К вечеру опять пробивалось солнце, небо мало-помалу становилось чистым, высоким. Над идущими стадами пыль светилась, переливалась и горела в красных лучах заката. В сумерки падала скудная роса, суля на завтра снова погожий день. А с лугов в деревню доплескивались чистые всхлипы кутасов, привязанных к лошадиным шеям. Глуше и темнее подступала ночь, по избам было душно. Даже в темноте не находили покоя мухи, гудели на окнах, под потолком.

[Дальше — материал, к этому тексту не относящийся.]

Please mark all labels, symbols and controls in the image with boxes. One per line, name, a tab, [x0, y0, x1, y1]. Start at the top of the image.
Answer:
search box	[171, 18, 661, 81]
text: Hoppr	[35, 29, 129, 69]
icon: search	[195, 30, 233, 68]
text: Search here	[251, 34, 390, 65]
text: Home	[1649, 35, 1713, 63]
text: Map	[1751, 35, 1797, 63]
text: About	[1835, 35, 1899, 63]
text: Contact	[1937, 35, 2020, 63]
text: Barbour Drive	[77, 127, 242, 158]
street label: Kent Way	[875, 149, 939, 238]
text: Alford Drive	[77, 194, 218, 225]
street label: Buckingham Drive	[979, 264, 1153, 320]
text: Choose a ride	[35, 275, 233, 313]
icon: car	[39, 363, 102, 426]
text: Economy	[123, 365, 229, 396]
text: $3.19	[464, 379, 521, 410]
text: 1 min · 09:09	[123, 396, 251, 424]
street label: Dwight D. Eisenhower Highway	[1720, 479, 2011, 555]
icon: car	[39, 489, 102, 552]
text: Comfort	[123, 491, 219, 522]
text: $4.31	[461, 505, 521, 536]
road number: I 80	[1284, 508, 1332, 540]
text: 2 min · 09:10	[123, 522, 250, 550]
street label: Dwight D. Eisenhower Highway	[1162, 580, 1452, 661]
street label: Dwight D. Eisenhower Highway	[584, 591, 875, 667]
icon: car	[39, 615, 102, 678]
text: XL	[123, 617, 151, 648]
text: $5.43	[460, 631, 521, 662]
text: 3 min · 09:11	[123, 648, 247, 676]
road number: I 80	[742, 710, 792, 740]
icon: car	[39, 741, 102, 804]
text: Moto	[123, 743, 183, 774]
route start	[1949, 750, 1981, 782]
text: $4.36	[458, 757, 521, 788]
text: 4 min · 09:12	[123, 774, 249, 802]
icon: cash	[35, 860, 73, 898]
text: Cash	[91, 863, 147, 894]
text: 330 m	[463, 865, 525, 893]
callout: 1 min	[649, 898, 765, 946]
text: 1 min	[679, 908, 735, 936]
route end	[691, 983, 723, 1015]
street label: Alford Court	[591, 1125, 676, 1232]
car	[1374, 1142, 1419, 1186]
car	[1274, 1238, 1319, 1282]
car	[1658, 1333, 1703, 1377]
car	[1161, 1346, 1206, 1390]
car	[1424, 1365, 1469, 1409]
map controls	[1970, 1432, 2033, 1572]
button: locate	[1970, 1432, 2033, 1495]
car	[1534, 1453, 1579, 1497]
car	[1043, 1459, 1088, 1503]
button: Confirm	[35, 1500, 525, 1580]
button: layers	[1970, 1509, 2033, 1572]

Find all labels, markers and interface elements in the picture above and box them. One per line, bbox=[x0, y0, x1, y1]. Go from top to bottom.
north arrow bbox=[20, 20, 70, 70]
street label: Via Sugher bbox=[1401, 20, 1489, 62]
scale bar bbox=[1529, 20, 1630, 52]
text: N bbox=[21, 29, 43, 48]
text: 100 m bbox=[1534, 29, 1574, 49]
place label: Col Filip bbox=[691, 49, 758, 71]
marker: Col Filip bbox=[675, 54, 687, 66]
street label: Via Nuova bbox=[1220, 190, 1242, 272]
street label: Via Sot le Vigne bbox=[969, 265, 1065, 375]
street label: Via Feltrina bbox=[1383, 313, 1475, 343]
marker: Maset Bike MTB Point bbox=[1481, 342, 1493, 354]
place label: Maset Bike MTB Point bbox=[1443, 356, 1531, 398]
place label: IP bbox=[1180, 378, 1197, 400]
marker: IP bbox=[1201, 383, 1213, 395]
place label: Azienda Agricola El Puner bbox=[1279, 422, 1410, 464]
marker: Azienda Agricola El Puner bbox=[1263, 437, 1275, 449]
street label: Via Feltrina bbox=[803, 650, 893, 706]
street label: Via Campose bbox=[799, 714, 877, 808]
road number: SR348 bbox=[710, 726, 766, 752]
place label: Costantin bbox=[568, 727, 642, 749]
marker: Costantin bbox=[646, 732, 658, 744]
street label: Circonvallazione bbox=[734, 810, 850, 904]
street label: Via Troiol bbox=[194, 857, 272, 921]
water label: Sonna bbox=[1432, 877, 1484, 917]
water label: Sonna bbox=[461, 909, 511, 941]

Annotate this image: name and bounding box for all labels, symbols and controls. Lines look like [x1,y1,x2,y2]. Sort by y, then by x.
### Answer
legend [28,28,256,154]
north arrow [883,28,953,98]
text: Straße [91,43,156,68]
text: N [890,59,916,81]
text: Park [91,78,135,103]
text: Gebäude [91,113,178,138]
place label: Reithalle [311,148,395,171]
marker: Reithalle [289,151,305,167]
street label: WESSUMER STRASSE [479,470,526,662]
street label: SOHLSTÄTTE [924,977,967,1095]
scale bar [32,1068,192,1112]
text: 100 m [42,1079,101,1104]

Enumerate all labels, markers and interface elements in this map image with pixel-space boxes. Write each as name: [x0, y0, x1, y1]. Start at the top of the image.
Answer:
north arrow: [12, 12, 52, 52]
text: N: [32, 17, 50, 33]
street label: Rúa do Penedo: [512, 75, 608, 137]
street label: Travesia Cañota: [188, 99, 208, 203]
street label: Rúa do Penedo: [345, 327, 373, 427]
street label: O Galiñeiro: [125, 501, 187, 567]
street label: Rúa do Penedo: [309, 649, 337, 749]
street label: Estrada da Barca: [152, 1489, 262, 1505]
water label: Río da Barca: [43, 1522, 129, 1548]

Спалось тяжело, заботно и чутко, потому что по деревням гуляли пожары, от которых мужики все свое добро держали в узлах, а печи топили до свету.
Легкие, просушенные солнцем ржи и совсем побелевшие овсы убирали без Федота Федотыча. Правда, он частенько наезжал на поля и, предвидя хороший умолот, отступил от зарока, брался за косу. На жатке с подменой лошадей от зари до зари качался Титушко. Жатка стрекотала зубчатыми колесами, махала крыльями, печатала и печатала узорный след по жниве, а за ней ложился валок срезанных хлебов. Поздним вечером, нахлебавшись наварных щей, Титушко крестился сам, крестил свою постланку на сене и творил молитву: «Если господь не созидает дома, напрасно трудятся строющие его. Напрасно вы рано встаете, поздно просиживаете, ядите хлеб печали, тогда как возлюбленному своему он дает сон. Вот наследие от господа: дети. Награда от него — плод чрева…»
Машка, дотемна убиравшая скотину, слышала с сеновала мягкий молитвенный голос Титушка, затихала, благоговея. Она плохо понимала смысл слов его молитвы, но всей своей одинокой душой чувствовала его тоску и найденное им облегчение. Но ей хотелось самой пожалеть и успокоить его, узнать от него тайную силу праведных молитв, которые умеет он читать своим доверительным сокровенным шепотом. Машку всю жизнь заставляли работать, и никто не учил молитвам, потому-то она и робела, и умилялась перед высоким и непонятным словом. Она все собиралась попросить Титушка, чтоб он научил ее псалмам; даже подбирала голос, каким хотела бы передать всю свою веру и бесконечную преданность богу, но боялась оставаться наедине с Титушком, боялась не его, а себя. Она знала, что рано или поздно обратится к Титушку, ждала этого и сама же с какой-то внутренней радостью все откладывала свою просьбу.